Propriété/possession; expropriation matérielle; non-classement et déclassement; art 26 Cst.; 5 LAT
Expropriation matérielle (art. 26 Cst. ; 5 LAT) – Rappel des principes (consid. 3.2.1). Non-classement et déclassement – Rappel des principes (consid. 3.2.2). En l’espèce, le terrain se trouve dans une zone constructible, mais en attente de l’adoption par la Commune d’un plan de détail depuis 2004, rendant impossible sa construction à ce jour. Dans ces circonstances, la commune n’a pas refusé en soi d’attribuer le terrain à la zone constructible ; la non-adoption du plan détaillé par la Commune dans le délai imparti par le Conseil d’Etat ne correspond ni à un dézonage, ni à une restriction temporaire du droit de propriété. Il s’agit plutôt d’un retard qui peut éventuellement constituer un acte illicite susceptible d’engager la responsabilité de l’autorité publique. Une indemnité pour expropriation matérielle ne peut pas être accordée (consid. 3.4).
Poursuites pour dettes et faillites; réalisation d’objets confisqués en vertu d’autres lois; art. 44 LP
Réalisation d’objets confisqués en vertu d’autres lois (art. 44 LP) – Rappel des principes (consid. 3.2.3). En l’espèce, le ministère public s’était déclaré prêt à lever le blocage du registre foncier en cas de réalisation de l’immeuble et à saisir en contrepartie une partie du produit de la réalisation. Cela a été considéré cela comme une renonciation à la priorité de la réalisation pénale au sens de l’art. 44 LP. Dans ce contexte, la communication d’une estimation de l’immeuble par l’Office des poursuites avant les enchères est compatible avec l’art. 44 LP (consid. 3.2.5).
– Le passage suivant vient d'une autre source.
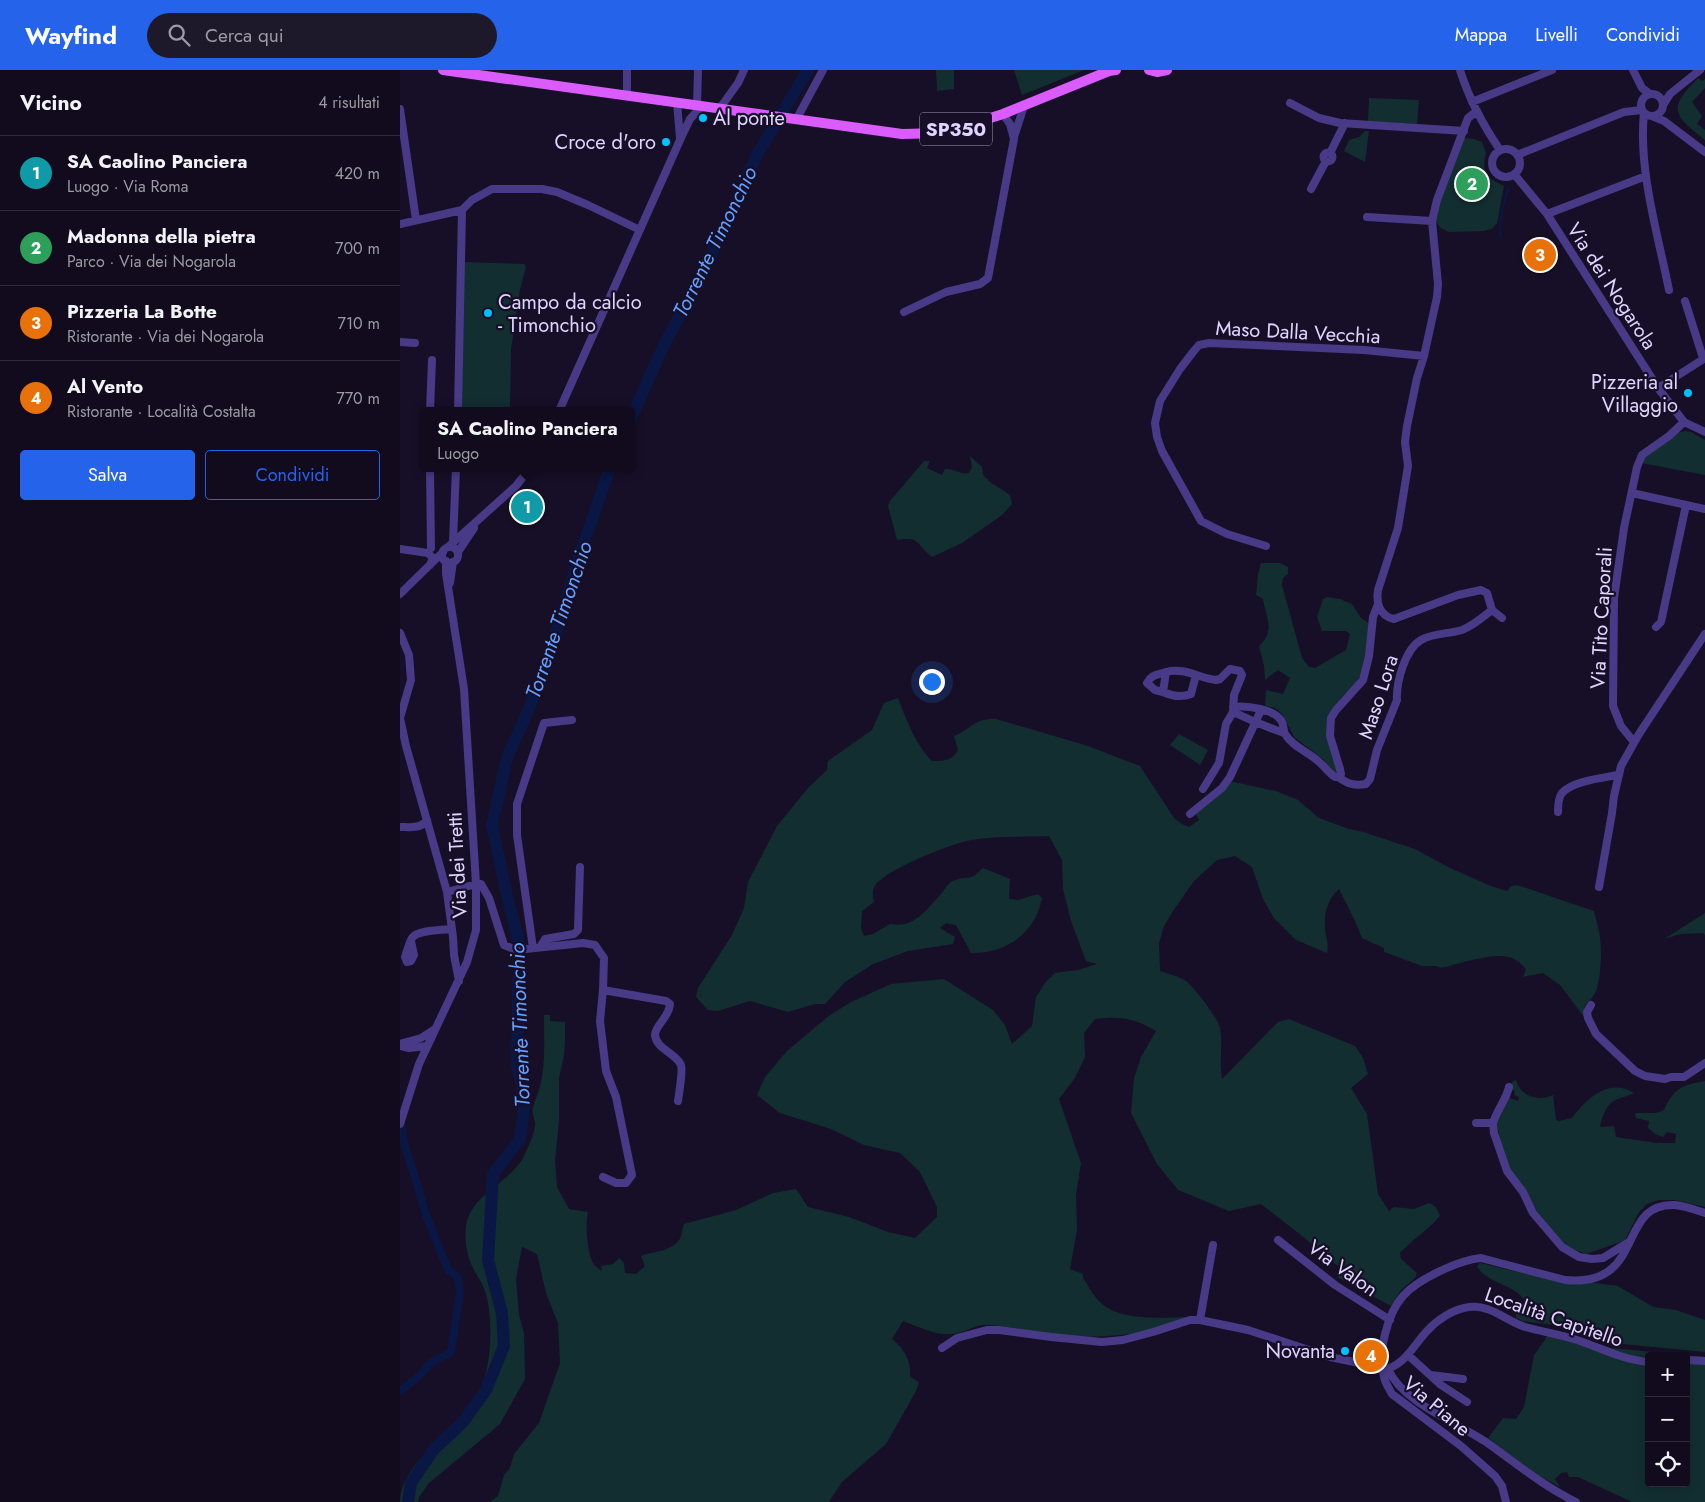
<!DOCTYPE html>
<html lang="it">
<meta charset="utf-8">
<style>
body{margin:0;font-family:Jost,sans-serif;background:#1e192a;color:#f1f3f6}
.controls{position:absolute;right:15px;bottom:15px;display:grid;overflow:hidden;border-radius:5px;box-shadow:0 2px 12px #0003}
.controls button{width:45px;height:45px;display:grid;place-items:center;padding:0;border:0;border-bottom:1px solid #302b3b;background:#110b1d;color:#f1f3f6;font:25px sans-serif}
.you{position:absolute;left:531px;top:611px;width:18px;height:18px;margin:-12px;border:4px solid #fff;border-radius:50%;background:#1a73e8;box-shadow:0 0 0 8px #1a73e833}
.badge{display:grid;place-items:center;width:32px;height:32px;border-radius:50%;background:#2563eb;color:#fff;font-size:16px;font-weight:700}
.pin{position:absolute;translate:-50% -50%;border:2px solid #fff;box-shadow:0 1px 5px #0006}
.popup{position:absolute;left:20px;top:337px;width:215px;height:65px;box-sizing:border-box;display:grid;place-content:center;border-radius:5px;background:#110b1d;filter:drop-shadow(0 1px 4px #0005);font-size:16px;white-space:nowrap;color:#9c9ba4}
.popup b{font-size:19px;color:#f1f3f6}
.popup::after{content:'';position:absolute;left:50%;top:100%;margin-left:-10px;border:10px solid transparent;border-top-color:#110b1d}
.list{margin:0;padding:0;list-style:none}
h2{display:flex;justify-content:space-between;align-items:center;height:65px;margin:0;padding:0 20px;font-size:21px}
h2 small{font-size:16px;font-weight:400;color:#9c9ba4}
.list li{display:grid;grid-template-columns:32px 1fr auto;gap:15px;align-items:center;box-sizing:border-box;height:75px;padding:0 20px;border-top:1px solid #302b3b}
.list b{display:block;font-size:19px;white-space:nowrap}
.list p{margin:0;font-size:16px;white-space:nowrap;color:#9c9ba4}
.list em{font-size:16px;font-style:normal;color:#9c9ba4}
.actions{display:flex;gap:10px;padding:15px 20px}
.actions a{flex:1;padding:11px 0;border:1px solid #2563eb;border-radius:5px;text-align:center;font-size:18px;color:#2563eb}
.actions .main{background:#2563eb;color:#fff}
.icon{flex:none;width:28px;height:28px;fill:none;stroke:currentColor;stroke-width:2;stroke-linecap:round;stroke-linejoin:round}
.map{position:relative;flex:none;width:1305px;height:1432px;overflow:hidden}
header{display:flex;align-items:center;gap:30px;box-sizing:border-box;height:70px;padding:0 25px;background:#2563eb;color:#fff}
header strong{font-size:24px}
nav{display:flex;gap:28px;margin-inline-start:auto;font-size:18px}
.search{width:350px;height:45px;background:#1e192a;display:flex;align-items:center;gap:12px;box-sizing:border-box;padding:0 18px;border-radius:28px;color:#9c9ba4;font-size:19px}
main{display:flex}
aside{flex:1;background:#110b1d}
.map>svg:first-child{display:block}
.green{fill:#122e31;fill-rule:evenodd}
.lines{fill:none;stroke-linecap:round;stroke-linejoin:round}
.stream{stroke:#0a1745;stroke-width:2}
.canal{stroke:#0a1745;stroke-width:8}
.river{stroke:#0a1745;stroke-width:12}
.minor{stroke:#483a86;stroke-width:8}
.major{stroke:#da5cff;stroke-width:10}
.poi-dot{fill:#01c0ff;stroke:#170f27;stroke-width:2}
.labels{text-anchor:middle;stroke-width:4.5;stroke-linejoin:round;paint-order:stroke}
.shield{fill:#170f27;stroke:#a49abe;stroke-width:1}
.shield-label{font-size:19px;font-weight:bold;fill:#e0d5ff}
.poi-label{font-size:20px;fill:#e0d5ff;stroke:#170f27;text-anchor:end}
.street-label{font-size:20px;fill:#e0d5ff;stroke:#170f27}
.water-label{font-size:21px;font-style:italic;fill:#63a0ff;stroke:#170f27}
</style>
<header>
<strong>Wayfind</strong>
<div class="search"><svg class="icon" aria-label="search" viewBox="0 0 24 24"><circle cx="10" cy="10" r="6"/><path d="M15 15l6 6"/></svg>Cerca qui</div>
<nav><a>Mappa</a><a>Livelli</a><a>Condividi</a></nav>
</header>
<main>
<aside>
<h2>Vicino<small>4 risultati</small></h2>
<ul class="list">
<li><span class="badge" style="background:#0f9aa8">1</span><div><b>SA Caolino Panciera</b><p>Luogo · Via Roma</p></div><em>420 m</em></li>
<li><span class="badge" style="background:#2e9e5b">2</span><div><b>Madonna della pietra</b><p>Parco · Via dei Nogarola</p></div><em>700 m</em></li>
<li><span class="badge" style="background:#e8710a">3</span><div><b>Pizzeria La Botte</b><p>Ristorante · Via dei Nogarola</p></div><em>710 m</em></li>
<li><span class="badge" style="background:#e8710a">4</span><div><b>Al Vento</b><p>Ristorante · Località Costalta</p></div><em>770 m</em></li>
</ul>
<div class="actions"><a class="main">Salva</a><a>Condividi</a></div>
</aside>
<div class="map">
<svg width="1305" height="1432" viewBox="0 0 1305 1432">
<rect width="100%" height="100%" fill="#170f27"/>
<path class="green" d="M536,0H554V19L537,21Z
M614,0H684L622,25Z
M1298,8L1302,11L1305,9V18L1292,32L1302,46L1297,54L1305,60V70C1272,45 1268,38 1298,8Z
M969,28L1019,30L1017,54L968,51Z
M965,61H969L965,92L944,81L949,70L959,67Z
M1064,68L1074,69L1082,72L1086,83C1081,101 1087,109 1104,116L1097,153L1092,159L1083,161L1049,162L1041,158L1034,150L1040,126Z
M64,192L124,194L126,197L120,219L111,280L110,340L61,339Z
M1285,361L1291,362L1305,370V405L1241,393L1242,389L1277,363Z
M570,386L582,397L583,405L590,412L610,425L612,434L602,445L562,473L532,487C516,474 520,466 497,470L488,436L490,431L524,391H530L527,398L542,405L545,399C554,398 560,405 569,403L572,397Z
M861,493H880L888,497V504L883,508L882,515L902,588L909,597L915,598L946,580L950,564L946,561H922L917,547L923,529L927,527L940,529L952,534L961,548L970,554C969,570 969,589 961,604C953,620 934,629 928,649L939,704H934L924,690L894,667L883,645L875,638L865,636L866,620L883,624L890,608L878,600L865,610L864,596L859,576C876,560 866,549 863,529L856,525L858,504Z
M498,628C505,647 517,677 532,691C543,691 553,691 558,680L554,666C572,659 573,648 596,649L688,676L740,696L774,748L782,754L789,757L799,750L796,745L797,740L829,711L876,721L898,730L919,748L949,759L963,762L1015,779L1050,798L1091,816L1107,821L1111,816L1117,815L1194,841C1196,850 1199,859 1200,868C1202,881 1201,912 1195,923C1190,933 1182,933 1184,947L1160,915L1143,903L1123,907L1126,899C1123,896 1119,891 1114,889C1097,880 1060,894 1041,898L1037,896H1022L984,882V878L962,868L955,851L939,819C927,830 924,843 925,859C926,868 929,874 927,883L896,870L874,848L863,829L852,797L835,786L817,790L794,811L773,841L764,856L759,873L760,901C769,904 778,906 786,911C794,917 818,948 820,958C823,976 819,992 822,1009L878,952L889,949L955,976L963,988L968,1004L951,1018L967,1044L978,1124L989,1141L994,1137L1014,1139L1029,1133C1035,1135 1038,1140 1040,1146C1028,1160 1013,1169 1000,1183L1001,1189L1017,1203L1015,1208L1001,1220L991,1236L937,1207L942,1198L924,1187L906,1169L861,1134L829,1141L778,1120L757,1094L731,1043L734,1008L741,987L756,961C733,948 722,946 695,949L684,963L685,987L675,1008L659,1029L681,1093L676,1125L677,1160L670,1199L683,1204V1208C688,1215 692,1224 699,1231C717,1251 761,1248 786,1247C779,1250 772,1254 765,1257C736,1266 685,1269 655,1265C633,1262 610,1256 587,1255C577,1254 567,1261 558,1263C539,1268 520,1257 503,1251L492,1269C505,1280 511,1290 510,1307L519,1312L516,1321L486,1374L442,1412L429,1432H90L98,1426L104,1405L110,1398L114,1384L139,1353L160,1293L158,1253L146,1223L137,1184L122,1177L116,1209L119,1245L124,1263L125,1309L100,1354L29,1413L19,1427L18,1432H0C0,1396 50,1363 70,1337C77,1328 81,1317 85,1306C92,1283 93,1238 83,1216C81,1211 77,1206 74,1200C67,1187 64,1171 66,1156C71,1124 108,1114 123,1088C127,1079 134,1066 135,1056C136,1050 131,1044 133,1038C134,1032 137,1026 139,1020C146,996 144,969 144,945H150V951L165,952V972L164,986L159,1008V1051L155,1091L157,1117L169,1139L188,1142C185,1154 187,1182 193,1193C195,1196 199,1199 202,1201L201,1196L213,1194L219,1188L224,1193L225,1203L236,1204L245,1196L241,1186C253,1181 271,1182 279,1170C282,1167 282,1159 284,1154L336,1140L373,1123L396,1119L408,1137L449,1147L488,1162L515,1168L537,1147V1137L520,1102L500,1083L464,1075L431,1059L380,1043L357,1025L365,1007L387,981L430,945L451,932L491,914L544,909L593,940L605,955L612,974L632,956L636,927L645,913L655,903L678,900L697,894L686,891L671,851L663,819L662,790L649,766C624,767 595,766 571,770C550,774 490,798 476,814C472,819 472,826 474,832L462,841L461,858L464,866L473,864L490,854C514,859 526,840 541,824C544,820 547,815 551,812C558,807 567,809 574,806C577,804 580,800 583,798L610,809L609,829L618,830L638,824L642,828C636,863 605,884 571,883L556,855L546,853L540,858L555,867L553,874L508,881L473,894L445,912L425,934H415L388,942L350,931L318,941L308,940L296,927L298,918L332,865L344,838L348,812L377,756L408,718L427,700L428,691L472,660L484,633Z
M779,664L808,680L800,695L770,675Z
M1305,843V865L1303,863L1281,864L1264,869Z
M1116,1010C1121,1027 1138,1032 1153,1025L1156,1050L1159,1051L1172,1048C1186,1029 1209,1007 1234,1023C1228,1026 1215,1029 1212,1032C1206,1036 1201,1050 1200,1057L1214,1056L1216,1067L1257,1073H1275L1276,1064L1267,1062L1263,1067L1255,1064L1248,1058L1249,1051L1236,1048L1235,1043H1256L1264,1040C1274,1018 1282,1015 1305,1011V1137L1275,1130H1258L1247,1134L1239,1142L1225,1170L1218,1173L1186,1184L1167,1177L1142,1150L1129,1127L1113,1108L1102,1079L1097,1053L1098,1042L1109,1026L1110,1028L1118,1031L1119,1027L1114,1025L1115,1021L1110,1019L1112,1012Z
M1080,1193L1168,1214L1182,1211L1218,1216L1253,1237L1276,1240L1305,1250V1282L1212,1273L1171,1259L1155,1255L1123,1251L1116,1248V1243L1126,1234C1119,1214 1087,1215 1077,1196Z
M1150,1259C1171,1264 1191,1273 1212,1278L1305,1287V1432H1232L1178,1407H1169L1167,1402L1161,1403L1155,1409L1160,1417L1138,1405L1088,1368L1103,1348L1116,1349L1124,1337L1134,1285L1145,1270ZM1249,1286H1286V1413H1249Z"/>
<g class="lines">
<path class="stream" d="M1101,168C1097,152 1105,133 1108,118"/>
<path class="canal" d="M0,1321L18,1307L32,1292L51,1282L60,1222L58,1207L48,1200L26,1145L18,1117L4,1073L0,1048"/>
<path class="river" d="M231,348L264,275L306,197L358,83L408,0
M8,1432L11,1413L34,1379L63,1352L86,1320L104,1276L102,1243L88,1190L93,1104L120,1069L125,1030L117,995L119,872L107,826L92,755L107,688L142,609L181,481L210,398"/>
<path class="minor" d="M227,0V26
M1060,0C1069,29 1083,55 1100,80
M1233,0L1242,18L1250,24
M1241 35a11 11 0 1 1 22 0a11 11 0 1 1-22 0Z
M277,32L280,68
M1072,32L1152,0
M890,33L919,48L940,53L1064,61
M297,35L298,0
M1263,35L1270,24L1300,0
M320,38L338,13L344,0
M0,39L16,150
M1077,41L1068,48L1037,130L1032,151L1038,214L1037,227L1024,286L1017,308L1007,356L1005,372L1008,396L998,458L978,520C976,532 979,546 994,549L1058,525L1081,520L1087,523L1092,540L1102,548
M1244,43C1238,99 1258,165 1269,220
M1254,47L1264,51L1305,82
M396,50L423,0
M614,67L624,36
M1092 93a14 14 0 1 1 28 0a14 14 0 1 1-28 0Z
M923.5 87a4.5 4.5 0 1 1 9 0a4.5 4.5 0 1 1-9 0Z
M930,83L945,53
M1117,85L1224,42L1242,40
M1114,104L1147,144L1258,318L1284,352L1305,362
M911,119L926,91
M62,140L72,130L92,119H142L157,122L188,135L240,160
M1147,144L1246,106
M967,147L1032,151
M0,154L62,140
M1285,231L1303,288
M504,242L546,222L580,214L588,208L614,69L610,54L603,44
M0,272L15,273
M1258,318L1305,288
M30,341L32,290
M58,341L62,140
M159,341L280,70L290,49L302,36
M30,398L31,478
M1232,423L1305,439
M53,472L56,398
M866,476L827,464L801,451L762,381L757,367L755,353L760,331L780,299L793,282L799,275L809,273L964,280L1024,286
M48,477L116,416L130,398
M42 485a8 8 0 1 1 16 0a8 8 0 1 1-16 0Z
M0,479L28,483L33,488L30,495
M58,482L74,458
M50,513L53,492
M0,524L43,482
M1256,557L1261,552L1286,435
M0,563L9,585L11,610L0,648L6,676L47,822L53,867L54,885L59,911
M766,602L763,622C772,626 781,628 791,624L796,605
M763,622L755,620L747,613C752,604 757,605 766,602C784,597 799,608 816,610L820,609L830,599L840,601L842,605L834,625L833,642C850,650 867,657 884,663
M833,637C846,635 876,639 882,652C884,656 883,660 885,664C892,676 908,682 918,691C924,696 929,703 935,707H939L941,704L940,699L930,666L931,648L936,640L963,610L969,586L973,547L978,534
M1234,672L1221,656L1213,636L1214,528L1224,458L1237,397L1242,385L1269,366L1284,352
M938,707C948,714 954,716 966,714L970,709L977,680L997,630C996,613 1005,579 1021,570C1033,563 1049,564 1062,560C1073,556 1083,547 1092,540
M803,719L819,693L826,654L833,642
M1158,742C1158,736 1158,728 1162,723C1173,711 1202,708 1218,705
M790,744L822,718L830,707L861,640
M0,757C10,757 21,759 27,750
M1199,817L1212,743L1214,726L1221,696L1239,664L1305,564
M47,822L76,814H81L89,828L104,875L116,880L183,873L195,875L204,888L203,920L200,951L206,1001L216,1027L232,1105L226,1113H216L203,1107
M11,871L14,885L11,891L7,892L5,887C7,881 9,873 12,868C17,860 42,860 52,859
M140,877L145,869L174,864L178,860L180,797
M133,878L117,765V734L144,653L172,650
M203,920L266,931L270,934C269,948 255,955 255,965C256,979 276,983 281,995C283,1002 279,1023 278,1031
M1191,935L1187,942L1188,948L1196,964L1235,1001L1245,1006L1265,1009L1271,1007H1284L1305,993
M0,974L21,968L35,959
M0,976L9,978L27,976
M1076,1053H1093L1094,1063L1107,1101L1123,1122L1133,1143L1162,1177L1179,1187L1192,1189L1203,1188L1229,1172
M1093,1053C1097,1040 1106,1030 1109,1017
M0,1054L19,994L67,892L76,860V814L64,619L46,504V491
M878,1170L935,1215L990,1250
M800,1250L813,1175
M542,1278L557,1268L587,1260H599L651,1267L702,1272L723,1270L753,1262L790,1250H800L848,1260L930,1287L969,1295L982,1300
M1008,1285L1041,1315L1067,1332
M1286,1290L1305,1291
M988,1299C1003,1333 1056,1352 1086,1372C1116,1393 1143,1416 1176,1432
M982,1300C1004,1297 1013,1276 1027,1261C1037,1250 1053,1239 1069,1237C1090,1234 1106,1251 1125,1257C1143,1262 1162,1265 1180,1271C1203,1279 1224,1290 1249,1292
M1031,1305L1063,1309
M1106,1432L1102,1416L1095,1406L1061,1376L992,1324C989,1318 985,1313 984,1307C977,1284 987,1244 1003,1226C1018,1209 1059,1190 1081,1188L1165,1210C1247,1218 1216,1132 1275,1135C1285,1136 1296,1140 1305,1143"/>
<path class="major" d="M43,0L502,64L543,63L603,44L709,1L716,0
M749,0L757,2L767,0"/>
</g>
<g class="poi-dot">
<circle cx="303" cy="48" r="5"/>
<circle cx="266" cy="72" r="5"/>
<circle cx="88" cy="243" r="5"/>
<circle cx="1288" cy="323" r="5"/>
<circle cx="945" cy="1281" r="5"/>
</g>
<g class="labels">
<rect class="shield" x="520" y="42.5" width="72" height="33" rx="4"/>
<g class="shield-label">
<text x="556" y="66">SP350</text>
</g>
<g class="poi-label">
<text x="313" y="55" text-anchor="start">Al ponte</text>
<text x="256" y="79">Croce d'oro</text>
<text x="98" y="239" text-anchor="start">Campo da calcio<tspan x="98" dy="23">- Timonchio</tspan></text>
<text x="1278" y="319">Pizzeria al<tspan x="1278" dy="23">Villaggio</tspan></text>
<text x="935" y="1288">Novanta</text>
</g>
<g class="street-label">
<text transform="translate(1212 216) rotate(57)" y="7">Via dei Nogarola</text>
<text transform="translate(898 262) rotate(3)" y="7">Maso Dalla Vecchia</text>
<text transform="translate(1201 548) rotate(-87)" y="7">Via Tito Caporali</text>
<text transform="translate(978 627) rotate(-72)" y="7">Maso Lora</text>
<text transform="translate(57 795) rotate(-93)" y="7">Via dei Tretti</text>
<text transform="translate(943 1198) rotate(36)" y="7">Via Valon</text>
<text transform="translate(1154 1247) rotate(19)" y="7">Località Capitello</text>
<text transform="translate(1037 1336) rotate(40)" y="7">Via Piane</text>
</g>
<g class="water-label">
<text transform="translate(315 172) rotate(-64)" y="7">Torrente Timonchio</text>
<text transform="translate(159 550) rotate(-71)" y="7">Torrente Timonchio</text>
<text transform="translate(120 955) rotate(-92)" y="7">Torrente Timonchio</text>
</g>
</g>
</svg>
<div class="controls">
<button>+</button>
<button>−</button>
<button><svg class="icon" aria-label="locate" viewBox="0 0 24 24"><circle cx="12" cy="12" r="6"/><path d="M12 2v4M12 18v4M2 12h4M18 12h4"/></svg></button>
</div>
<div class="you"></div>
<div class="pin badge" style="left:127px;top:437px;background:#0f9aa8">1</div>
<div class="popup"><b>SA Caolino Panciera</b>Luogo</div>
<div class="pin badge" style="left:1072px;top:114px;background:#2e9e5b">2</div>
<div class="pin badge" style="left:1140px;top:185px;background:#e8710a">3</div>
<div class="pin badge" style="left:971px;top:1286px;background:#e8710a">4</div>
</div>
</main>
Expertise; récusation de l’expert judiciaire; art. 47, 183 CPC
Récusation de l’expert judiciaire – Rappel des principes (consid. 3.1). En l’espèce, il existe une apparence de prévention, puisque l’expert a omis de convoquer l’une des parties à la première séance et a écrit un courriel inamical laissant entendre (à tout le moins peut-on le percevoir ainsi) que certaines opérations devaient être effectuées aussi vite que possible (la prise de mesures hors la présence d’une partie), alors que d’autres devaient l’être aussi lentement que nécessaire (la prise de contact avec cette même partie) (consid. 3.2).